Let's generate some synthetic dataset, we use a predefined set of coefficients for $k$ = 5:

# The following coefficients correspond to stable poles
coefs_ar_5 = [0.10699399235785655, -0.5237303489793305, 0.3068897071844715, -0.17232255282458891, 0.13323964347539288]
function generate_ar_data(rng, n, θ, γ, τ)
    order        = length(θ)
    states       = Vector{Vector{Float64}}(undef, n + 3order)
    observations = Vector{Float64}(undef, n + 3order)

    γ_std = sqrt(inv(γ))
    τ_std = sqrt(inv(γ))

    states[1] = randn(rng, order)

    for i in 2:(n + 3order)
        states[i]       = vcat(rand(rng, Normal(dot(θ, states[i - 1]), γ_std)), states[i-1][1:end-1])
        observations[i] = rand(rng, Normal(states[i][1], τ_std))
    end

    return states[1+3order:end], observations[1+3order:end]
end
generate_ar_data (generic function with 1 method)
# Seed for reproducibility
seed = 123
rng  = MersenneTwister(seed)

# Number of observations in synthetic dataset
n = 500

# AR process parameters
real_γ = 5.0
real_τ = 5.0
real_θ = coefs_ar_5

states, observations = generate_ar_data(rng, n, real_θ, real_γ, real_τ)

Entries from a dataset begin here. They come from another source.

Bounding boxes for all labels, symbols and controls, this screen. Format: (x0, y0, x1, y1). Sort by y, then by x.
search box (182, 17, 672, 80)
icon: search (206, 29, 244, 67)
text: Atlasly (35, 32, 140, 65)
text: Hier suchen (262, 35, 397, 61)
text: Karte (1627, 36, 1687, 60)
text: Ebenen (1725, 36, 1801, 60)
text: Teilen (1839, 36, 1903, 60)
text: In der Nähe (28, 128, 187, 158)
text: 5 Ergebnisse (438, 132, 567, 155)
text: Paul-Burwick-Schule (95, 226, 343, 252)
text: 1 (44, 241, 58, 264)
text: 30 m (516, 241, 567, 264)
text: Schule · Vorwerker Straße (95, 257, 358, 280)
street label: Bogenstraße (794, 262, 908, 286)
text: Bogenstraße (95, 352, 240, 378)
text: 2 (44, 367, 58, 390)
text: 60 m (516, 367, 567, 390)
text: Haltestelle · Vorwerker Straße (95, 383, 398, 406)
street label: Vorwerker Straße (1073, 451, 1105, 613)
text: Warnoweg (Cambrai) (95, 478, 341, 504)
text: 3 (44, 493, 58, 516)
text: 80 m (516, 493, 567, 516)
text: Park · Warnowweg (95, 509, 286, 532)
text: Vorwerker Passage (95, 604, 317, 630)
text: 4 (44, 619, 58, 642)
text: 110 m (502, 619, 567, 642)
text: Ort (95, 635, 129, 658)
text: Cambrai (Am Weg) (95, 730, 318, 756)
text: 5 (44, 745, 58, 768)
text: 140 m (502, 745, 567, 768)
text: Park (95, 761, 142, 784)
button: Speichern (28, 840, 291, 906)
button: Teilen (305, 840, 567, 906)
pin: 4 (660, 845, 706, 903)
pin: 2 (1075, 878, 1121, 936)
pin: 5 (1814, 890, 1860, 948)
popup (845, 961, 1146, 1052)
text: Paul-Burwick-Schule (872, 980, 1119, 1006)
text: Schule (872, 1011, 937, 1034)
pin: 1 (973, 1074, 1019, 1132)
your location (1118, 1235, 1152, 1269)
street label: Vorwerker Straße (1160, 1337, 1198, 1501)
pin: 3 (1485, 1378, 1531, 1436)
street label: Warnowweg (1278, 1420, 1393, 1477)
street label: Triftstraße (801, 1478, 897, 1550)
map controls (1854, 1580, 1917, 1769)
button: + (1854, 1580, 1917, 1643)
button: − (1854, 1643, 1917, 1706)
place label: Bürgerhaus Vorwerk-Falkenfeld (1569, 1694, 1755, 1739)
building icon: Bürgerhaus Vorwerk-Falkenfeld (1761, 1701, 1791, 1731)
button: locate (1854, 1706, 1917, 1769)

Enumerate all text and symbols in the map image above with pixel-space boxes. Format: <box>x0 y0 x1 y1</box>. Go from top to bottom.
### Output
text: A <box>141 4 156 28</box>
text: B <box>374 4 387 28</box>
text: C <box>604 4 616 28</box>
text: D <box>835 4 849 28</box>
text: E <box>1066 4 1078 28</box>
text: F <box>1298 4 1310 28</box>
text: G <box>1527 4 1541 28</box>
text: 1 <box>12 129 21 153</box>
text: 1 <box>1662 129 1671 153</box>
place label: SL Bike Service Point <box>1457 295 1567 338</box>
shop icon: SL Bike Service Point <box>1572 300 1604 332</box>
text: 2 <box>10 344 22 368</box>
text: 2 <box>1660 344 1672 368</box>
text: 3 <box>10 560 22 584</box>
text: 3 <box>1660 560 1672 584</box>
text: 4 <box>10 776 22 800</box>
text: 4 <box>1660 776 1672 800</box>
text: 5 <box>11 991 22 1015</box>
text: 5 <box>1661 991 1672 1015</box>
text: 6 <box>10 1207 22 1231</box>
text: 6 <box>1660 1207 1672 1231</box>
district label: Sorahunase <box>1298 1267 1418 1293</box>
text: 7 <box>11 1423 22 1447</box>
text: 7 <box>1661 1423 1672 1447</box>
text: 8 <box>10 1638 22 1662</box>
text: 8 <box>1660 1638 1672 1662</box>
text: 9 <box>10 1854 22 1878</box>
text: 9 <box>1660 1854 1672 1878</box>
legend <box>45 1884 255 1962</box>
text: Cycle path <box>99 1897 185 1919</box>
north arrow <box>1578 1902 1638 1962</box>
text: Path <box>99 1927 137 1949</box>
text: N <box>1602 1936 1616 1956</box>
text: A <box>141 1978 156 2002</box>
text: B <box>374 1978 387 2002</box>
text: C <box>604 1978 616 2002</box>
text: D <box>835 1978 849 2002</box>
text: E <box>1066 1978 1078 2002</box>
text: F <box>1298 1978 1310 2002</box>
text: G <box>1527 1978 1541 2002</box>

Let's plot our synthetic dataset:

plot(first.(states), label = "Hidden states")
scatter!(observations, label = "Observations")

Next step is to specify probabilistic model and run inference procedure with ReactiveMP. We use GraphPPL.jl package to specify probabilistic model and additional constraints for variational Bayesian Inference. We also specify two different models for Multivariate AR with order $k$ > 1 and for Univariate AR (reduces to simple State-Space-Model) with order $k$ = 1.

@model function lar_model(T::Type, n, order, c, τ)


    # We create a sequence of random variables for hidden states
    x = randomvar(n)
    # As well a sequence of observartions
    y = datavar(Float64, n)

    ct = constvar(c)
    # We assume observation noise to be known
    cτ = constvar(τ)

    γ  = randomvar()
    θ  = randomvar()
    x0 = randomvar()

    # Prior for first state
    if T === Multivariate
        γ  ~ GammaShapeRate(1.0, 1.0)
        θ  ~ MvNormalMeanPrecision(zeros(order), diageye(order))
        x0 ~ MvNormalMeanPrecision(zeros(order), diageye(order))
    else
        γ  ~ GammaShapeRate(1.0, 1.0)
        θ  ~ NormalMeanPrecision(0.0, 1.0)
        x0 ~ NormalMeanPrecision(0.0, 1.0)
    end

    x_prev = x0

    for i in 1:n

        x[i] ~ AR(x_prev, θ, γ)

        if T === Multivariate
            y[i] ~ NormalMeanPrecision(dot(ct, x[i]), cτ)
        else
            y[i] ~ NormalMeanPrecision(ct * x[i], cτ)
        end

        x_prev = x[i]
    end
    return x, y, θ, γ
end
constraints = @constraints begin
    q(x0, x, θ, γ) = q(x0, x)q(θ)q(γ)
end
Constraints:
  marginals form:
  messages form:
  factorisation:
    q(x0, x, θ, γ) = q(x0, x)q(θ)q(γ)
Options:
  warn = true
@meta function ar_meta(artype, order, stype)
    AR(x, θ, γ) -> ARMeta(artype, order, stype)
end
ar_meta (generic function with 1 method)
morder  = 5
martype = Multivariate
mc      = ReactiveMP.ar_unit(martype, morder)
mmeta   = ar_meta(martype, morder, ARsafe())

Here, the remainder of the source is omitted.